[Stored data]
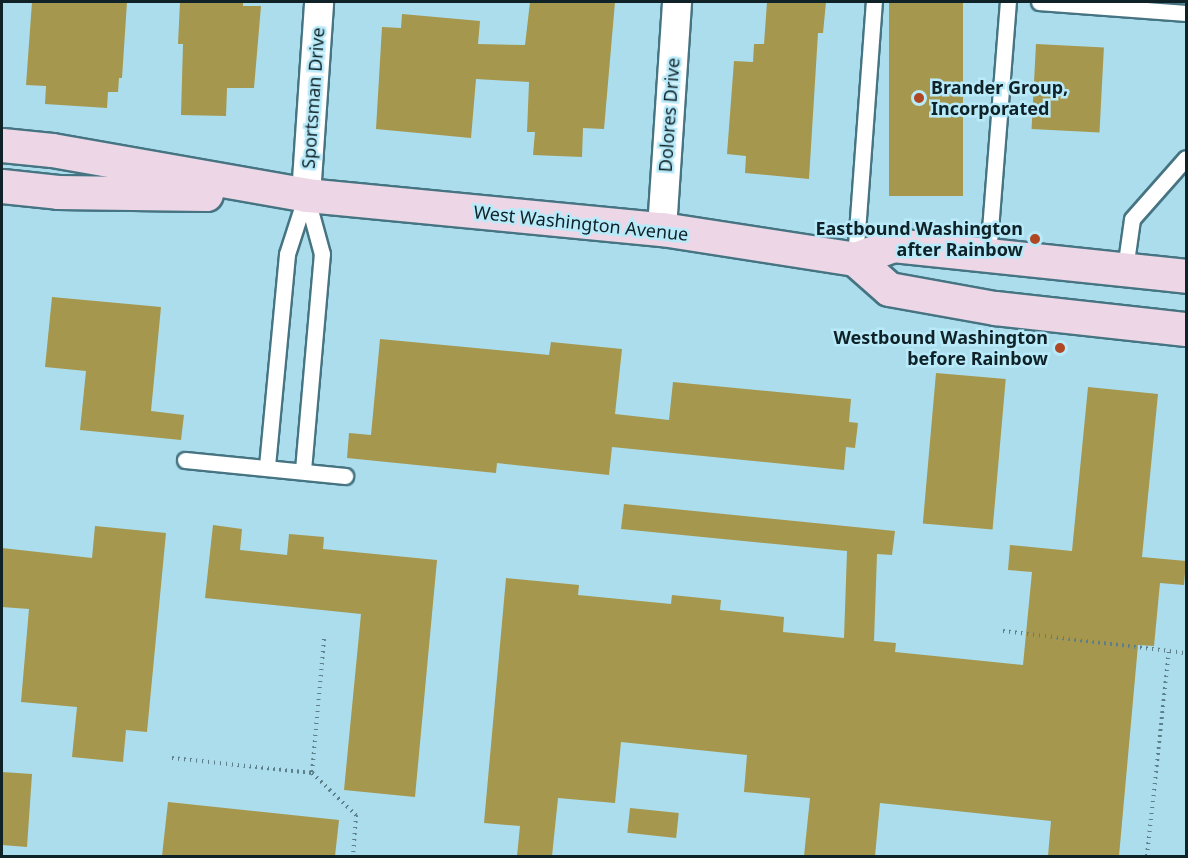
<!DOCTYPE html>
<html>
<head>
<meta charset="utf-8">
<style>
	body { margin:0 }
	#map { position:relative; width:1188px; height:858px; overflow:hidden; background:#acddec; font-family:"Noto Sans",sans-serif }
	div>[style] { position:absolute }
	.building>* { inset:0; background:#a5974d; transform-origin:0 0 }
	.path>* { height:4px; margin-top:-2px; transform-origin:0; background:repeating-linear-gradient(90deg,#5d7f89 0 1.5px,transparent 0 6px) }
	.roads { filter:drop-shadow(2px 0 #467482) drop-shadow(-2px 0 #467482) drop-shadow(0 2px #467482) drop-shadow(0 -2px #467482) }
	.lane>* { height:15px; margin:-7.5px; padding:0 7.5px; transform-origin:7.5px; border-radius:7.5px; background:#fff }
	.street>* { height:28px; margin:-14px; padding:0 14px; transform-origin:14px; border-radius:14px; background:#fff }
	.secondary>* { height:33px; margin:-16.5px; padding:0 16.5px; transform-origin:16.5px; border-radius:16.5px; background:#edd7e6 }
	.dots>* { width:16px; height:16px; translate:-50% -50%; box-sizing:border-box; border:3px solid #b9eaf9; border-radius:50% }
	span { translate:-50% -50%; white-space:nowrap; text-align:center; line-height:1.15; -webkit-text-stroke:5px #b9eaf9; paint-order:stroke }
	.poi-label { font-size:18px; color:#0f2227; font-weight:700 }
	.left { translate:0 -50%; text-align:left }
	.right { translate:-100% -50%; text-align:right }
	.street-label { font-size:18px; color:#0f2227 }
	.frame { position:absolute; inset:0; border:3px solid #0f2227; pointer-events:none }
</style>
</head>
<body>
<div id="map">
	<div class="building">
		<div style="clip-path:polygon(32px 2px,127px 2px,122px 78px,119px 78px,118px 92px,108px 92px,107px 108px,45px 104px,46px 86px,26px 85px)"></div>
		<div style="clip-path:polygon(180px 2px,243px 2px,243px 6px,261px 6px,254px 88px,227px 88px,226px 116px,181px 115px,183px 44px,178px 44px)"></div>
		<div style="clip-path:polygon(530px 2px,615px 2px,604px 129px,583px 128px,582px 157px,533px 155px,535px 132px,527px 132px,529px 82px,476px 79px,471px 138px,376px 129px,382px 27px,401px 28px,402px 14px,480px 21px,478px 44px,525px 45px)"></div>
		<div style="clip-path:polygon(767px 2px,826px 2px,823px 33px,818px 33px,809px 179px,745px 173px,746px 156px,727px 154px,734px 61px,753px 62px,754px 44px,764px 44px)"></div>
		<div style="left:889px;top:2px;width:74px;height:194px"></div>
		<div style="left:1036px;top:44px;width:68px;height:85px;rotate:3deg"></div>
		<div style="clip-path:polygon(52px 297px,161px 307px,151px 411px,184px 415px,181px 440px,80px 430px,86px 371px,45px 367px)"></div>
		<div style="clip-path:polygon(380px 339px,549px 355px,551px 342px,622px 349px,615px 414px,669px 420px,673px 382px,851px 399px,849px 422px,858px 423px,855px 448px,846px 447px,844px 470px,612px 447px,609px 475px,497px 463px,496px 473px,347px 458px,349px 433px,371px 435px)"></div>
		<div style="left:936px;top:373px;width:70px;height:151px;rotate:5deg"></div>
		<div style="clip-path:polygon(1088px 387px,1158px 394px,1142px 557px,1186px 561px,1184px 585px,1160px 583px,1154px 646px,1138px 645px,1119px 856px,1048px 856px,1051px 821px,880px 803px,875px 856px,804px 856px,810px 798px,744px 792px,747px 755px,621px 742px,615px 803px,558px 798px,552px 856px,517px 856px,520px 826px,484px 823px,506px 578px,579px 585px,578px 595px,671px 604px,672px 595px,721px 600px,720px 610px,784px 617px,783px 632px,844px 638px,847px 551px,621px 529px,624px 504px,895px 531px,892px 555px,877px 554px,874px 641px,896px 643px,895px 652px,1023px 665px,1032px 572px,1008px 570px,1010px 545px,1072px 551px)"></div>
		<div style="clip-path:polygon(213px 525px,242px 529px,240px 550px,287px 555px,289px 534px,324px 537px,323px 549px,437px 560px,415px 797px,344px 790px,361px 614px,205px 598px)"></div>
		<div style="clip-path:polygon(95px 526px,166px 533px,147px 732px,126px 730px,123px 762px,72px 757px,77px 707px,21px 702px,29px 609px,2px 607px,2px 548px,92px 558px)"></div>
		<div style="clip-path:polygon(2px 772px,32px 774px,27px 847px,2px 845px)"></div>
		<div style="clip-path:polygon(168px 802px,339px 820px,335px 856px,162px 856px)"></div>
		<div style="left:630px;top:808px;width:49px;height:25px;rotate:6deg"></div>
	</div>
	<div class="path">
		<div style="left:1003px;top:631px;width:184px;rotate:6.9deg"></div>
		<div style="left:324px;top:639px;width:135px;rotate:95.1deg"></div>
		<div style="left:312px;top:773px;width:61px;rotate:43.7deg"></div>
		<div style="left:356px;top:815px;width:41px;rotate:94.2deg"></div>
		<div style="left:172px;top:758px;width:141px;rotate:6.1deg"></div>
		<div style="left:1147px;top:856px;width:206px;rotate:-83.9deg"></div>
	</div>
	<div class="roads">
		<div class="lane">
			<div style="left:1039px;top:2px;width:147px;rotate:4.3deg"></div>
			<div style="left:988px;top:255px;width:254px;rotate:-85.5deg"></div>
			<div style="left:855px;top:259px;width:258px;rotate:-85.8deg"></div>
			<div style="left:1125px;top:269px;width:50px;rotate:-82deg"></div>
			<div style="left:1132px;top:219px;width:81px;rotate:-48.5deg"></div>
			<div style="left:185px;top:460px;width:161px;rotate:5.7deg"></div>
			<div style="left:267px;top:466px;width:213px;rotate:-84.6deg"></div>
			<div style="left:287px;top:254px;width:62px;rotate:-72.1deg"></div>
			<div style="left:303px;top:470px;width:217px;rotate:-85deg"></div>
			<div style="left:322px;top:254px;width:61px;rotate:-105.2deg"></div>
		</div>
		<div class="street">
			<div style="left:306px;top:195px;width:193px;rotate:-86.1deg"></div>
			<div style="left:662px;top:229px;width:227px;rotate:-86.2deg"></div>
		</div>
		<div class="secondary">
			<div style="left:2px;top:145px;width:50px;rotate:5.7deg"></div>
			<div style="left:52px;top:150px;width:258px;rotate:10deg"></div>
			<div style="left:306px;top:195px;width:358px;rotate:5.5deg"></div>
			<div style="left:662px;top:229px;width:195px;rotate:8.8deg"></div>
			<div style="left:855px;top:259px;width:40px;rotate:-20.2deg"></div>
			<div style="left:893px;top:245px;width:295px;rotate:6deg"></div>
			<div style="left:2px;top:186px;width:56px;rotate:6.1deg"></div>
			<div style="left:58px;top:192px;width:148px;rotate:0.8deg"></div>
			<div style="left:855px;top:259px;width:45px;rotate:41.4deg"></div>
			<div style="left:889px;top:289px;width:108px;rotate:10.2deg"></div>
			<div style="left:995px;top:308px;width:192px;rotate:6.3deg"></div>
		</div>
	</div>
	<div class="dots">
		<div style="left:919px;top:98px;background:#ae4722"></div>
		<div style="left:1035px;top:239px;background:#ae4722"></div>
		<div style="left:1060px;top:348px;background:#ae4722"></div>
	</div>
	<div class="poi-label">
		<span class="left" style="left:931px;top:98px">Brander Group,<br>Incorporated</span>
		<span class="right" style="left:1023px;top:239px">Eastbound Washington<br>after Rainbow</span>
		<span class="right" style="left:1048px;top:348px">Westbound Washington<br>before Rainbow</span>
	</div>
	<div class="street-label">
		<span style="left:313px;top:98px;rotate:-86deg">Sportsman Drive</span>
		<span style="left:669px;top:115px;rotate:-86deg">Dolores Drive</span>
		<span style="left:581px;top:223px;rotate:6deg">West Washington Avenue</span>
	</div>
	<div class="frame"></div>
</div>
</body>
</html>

▶ Requirement:
Each line of the data that includes "lane" should be copied.

▶ Result for this exercise:
	.lane>* { height:15px; margin:-7.5px; padding:0 7.5px; transform-origin:7.5px; border-radius:7.5px; background:#fff }
		<div class="lane">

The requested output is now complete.